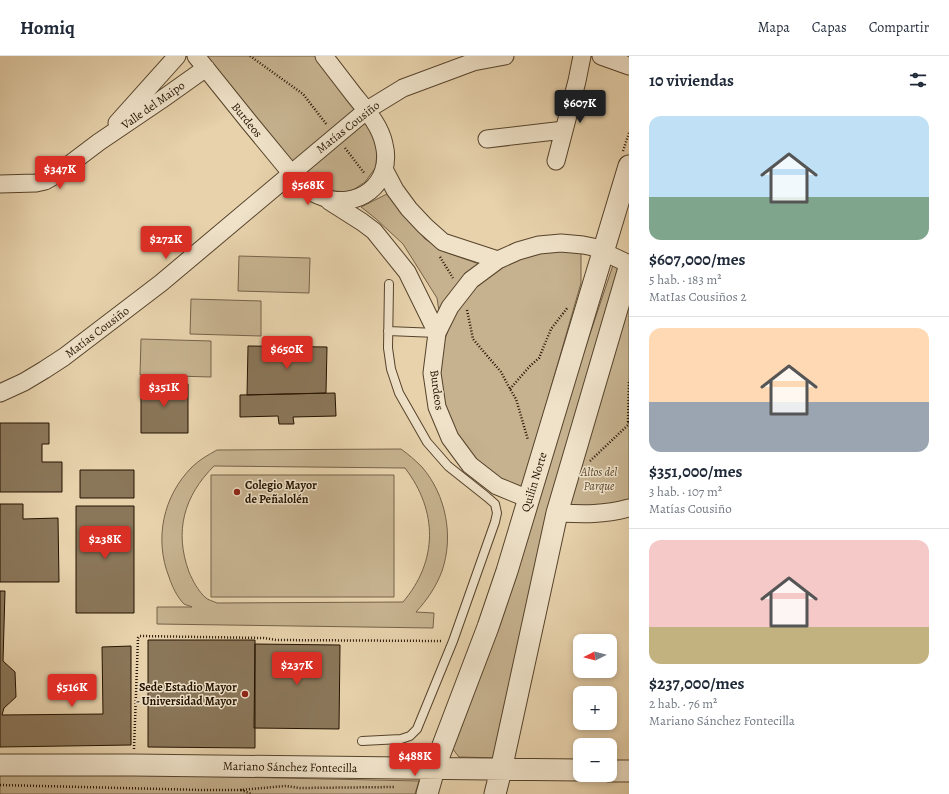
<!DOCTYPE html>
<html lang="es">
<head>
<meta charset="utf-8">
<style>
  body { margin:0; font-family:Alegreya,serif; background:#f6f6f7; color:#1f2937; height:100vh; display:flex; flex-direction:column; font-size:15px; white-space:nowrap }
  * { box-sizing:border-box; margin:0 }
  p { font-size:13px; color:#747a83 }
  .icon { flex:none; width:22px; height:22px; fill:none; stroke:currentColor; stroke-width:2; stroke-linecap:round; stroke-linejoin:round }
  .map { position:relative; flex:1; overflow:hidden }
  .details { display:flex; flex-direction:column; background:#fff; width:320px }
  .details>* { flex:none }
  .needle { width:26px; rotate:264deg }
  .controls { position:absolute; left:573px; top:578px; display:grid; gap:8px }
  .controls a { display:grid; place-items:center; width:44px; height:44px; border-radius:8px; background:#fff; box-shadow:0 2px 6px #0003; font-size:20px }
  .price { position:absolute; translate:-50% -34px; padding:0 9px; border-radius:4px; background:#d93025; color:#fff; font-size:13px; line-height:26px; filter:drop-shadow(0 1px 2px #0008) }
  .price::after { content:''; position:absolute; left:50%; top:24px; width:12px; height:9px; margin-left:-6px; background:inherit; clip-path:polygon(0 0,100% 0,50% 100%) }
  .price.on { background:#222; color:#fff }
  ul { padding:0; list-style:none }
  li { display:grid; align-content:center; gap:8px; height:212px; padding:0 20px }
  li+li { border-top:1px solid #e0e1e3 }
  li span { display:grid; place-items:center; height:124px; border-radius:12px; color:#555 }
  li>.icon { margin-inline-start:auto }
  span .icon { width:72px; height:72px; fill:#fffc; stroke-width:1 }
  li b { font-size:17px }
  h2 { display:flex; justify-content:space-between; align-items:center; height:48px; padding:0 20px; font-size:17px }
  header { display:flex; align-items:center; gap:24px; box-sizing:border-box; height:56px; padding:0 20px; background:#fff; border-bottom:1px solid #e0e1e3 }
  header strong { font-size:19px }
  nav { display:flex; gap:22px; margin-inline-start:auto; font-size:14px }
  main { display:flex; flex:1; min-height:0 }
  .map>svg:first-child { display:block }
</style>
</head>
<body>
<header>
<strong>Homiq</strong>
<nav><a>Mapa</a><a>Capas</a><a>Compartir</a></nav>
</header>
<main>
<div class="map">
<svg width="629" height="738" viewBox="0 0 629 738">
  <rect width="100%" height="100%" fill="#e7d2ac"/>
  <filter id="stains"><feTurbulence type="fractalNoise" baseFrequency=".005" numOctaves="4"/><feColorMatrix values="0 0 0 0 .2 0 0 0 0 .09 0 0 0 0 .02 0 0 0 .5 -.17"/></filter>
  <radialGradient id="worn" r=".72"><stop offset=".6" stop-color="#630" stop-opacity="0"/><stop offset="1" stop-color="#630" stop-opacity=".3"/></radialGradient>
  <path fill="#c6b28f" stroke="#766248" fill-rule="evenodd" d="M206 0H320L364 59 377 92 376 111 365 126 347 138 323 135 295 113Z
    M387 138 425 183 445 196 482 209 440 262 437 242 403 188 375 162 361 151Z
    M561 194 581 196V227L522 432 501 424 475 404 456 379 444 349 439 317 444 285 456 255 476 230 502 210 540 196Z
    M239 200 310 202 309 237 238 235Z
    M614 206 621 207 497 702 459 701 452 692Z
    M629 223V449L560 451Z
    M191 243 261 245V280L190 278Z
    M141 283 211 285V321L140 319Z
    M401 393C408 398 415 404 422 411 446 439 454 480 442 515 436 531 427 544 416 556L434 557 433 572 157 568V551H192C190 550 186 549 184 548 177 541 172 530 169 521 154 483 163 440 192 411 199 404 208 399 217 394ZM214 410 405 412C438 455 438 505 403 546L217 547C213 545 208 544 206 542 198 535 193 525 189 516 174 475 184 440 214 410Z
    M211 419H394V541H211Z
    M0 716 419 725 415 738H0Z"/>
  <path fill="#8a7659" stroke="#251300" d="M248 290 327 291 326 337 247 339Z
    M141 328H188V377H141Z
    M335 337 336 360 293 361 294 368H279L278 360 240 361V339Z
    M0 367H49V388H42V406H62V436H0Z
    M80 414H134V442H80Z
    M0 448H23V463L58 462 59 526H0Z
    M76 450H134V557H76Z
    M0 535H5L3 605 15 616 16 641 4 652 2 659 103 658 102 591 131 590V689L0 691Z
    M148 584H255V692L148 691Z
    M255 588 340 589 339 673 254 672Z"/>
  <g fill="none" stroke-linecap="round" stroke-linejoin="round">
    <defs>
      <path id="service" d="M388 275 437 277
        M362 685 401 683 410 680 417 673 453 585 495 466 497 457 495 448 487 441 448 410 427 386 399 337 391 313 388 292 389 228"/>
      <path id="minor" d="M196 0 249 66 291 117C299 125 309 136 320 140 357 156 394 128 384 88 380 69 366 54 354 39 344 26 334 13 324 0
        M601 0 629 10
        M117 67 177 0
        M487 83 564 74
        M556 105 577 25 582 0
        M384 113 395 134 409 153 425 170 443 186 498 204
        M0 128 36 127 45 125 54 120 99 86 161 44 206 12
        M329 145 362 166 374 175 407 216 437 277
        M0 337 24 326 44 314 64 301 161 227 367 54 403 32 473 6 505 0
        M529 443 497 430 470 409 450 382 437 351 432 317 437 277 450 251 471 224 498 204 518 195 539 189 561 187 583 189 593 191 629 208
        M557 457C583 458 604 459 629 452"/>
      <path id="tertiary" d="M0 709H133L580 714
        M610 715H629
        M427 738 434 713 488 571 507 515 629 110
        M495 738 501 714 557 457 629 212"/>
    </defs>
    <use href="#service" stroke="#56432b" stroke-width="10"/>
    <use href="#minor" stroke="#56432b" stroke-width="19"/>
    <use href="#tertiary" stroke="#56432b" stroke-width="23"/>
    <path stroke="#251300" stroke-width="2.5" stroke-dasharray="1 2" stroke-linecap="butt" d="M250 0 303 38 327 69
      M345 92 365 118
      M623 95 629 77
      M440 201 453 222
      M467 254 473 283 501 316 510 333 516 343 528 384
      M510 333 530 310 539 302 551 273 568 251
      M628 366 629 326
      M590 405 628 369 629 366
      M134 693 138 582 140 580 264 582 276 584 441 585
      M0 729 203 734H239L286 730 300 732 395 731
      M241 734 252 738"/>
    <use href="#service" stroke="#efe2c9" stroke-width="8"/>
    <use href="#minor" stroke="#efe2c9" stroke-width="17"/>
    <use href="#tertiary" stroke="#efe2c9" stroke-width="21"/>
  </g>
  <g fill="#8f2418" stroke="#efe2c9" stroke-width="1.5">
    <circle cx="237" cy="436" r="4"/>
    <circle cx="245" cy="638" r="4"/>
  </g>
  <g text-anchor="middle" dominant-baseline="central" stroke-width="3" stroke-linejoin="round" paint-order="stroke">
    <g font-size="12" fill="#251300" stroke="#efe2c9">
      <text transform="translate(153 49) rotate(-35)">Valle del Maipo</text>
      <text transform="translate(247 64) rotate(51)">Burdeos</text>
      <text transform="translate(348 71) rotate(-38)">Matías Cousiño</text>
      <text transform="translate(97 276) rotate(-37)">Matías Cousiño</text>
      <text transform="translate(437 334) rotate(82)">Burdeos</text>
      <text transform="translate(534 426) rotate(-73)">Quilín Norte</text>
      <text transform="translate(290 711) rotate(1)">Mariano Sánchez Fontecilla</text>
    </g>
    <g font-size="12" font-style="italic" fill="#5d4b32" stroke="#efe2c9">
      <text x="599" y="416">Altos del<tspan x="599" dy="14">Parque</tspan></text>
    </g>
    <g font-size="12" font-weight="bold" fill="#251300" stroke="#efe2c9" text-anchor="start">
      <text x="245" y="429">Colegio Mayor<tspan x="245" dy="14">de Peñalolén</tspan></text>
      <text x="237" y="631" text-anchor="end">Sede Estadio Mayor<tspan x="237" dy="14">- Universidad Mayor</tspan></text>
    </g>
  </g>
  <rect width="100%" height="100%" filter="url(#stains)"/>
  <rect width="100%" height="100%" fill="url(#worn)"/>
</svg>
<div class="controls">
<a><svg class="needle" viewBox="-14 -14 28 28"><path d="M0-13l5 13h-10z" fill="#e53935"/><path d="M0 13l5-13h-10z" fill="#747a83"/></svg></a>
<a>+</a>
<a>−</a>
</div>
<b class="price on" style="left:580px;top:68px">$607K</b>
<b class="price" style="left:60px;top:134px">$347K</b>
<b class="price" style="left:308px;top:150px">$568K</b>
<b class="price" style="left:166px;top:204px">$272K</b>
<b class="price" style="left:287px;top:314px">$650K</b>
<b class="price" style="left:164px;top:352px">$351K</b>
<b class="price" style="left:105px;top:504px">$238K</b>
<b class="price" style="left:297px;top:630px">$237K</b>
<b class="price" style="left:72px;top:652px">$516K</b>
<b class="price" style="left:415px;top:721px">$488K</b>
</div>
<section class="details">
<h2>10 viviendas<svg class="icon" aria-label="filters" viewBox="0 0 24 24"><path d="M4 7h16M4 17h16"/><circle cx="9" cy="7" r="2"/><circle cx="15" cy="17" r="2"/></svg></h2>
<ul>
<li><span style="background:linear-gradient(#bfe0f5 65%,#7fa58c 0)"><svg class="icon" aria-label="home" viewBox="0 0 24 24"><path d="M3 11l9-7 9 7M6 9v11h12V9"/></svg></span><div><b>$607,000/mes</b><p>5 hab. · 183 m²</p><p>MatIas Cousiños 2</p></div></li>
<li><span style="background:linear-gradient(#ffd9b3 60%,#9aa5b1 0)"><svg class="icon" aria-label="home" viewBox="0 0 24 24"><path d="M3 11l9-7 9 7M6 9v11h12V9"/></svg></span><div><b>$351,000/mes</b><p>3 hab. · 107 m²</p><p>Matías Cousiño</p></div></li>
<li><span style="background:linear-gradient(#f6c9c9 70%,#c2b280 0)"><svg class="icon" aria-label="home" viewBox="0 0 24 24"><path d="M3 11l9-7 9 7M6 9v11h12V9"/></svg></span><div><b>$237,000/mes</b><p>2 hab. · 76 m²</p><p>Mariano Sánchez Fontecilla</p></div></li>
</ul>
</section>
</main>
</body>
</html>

-=-=-

■ **YOUR TASK**: Retyping should start at the first line of the data above and stop after the line with "display:grid; place-items:center; width:44px;", and no picture should be included.

■ **EXERCISE RESULT**:
<!DOCTYPE html>
<html lang="es">
<head>
<meta charset="utf-8">
<style>
  body { margin:0; font-family:Alegreya,serif; background:#f6f6f7; color:#1f2937; height:100vh; display:flex; flex-direction:column; font-size:15px; white-space:nowrap }
  * { box-sizing:border-box; margin:0 }
  p { font-size:13px; color:#747a83 }
  .icon { flex:none; width:22px; height:22px; fill:none; stroke:currentColor; stroke-width:2; stroke-linecap:round; stroke-linejoin:round }
  .map { position:relative; flex:1; overflow:hidden }
  .details { display:flex; flex-direction:column; background:#fff; width:320px }
  .details>* { flex:none }
  .needle { width:26px; rotate:264deg }
  .controls { position:absolute; left:573px; top:578px; display:grid; gap:8px }
  .controls a { display:grid; place-items:center; width:44px; height:44px; border-radius:8px; background:#fff; box-shadow:0 2px 6px #0003; font-size:20px }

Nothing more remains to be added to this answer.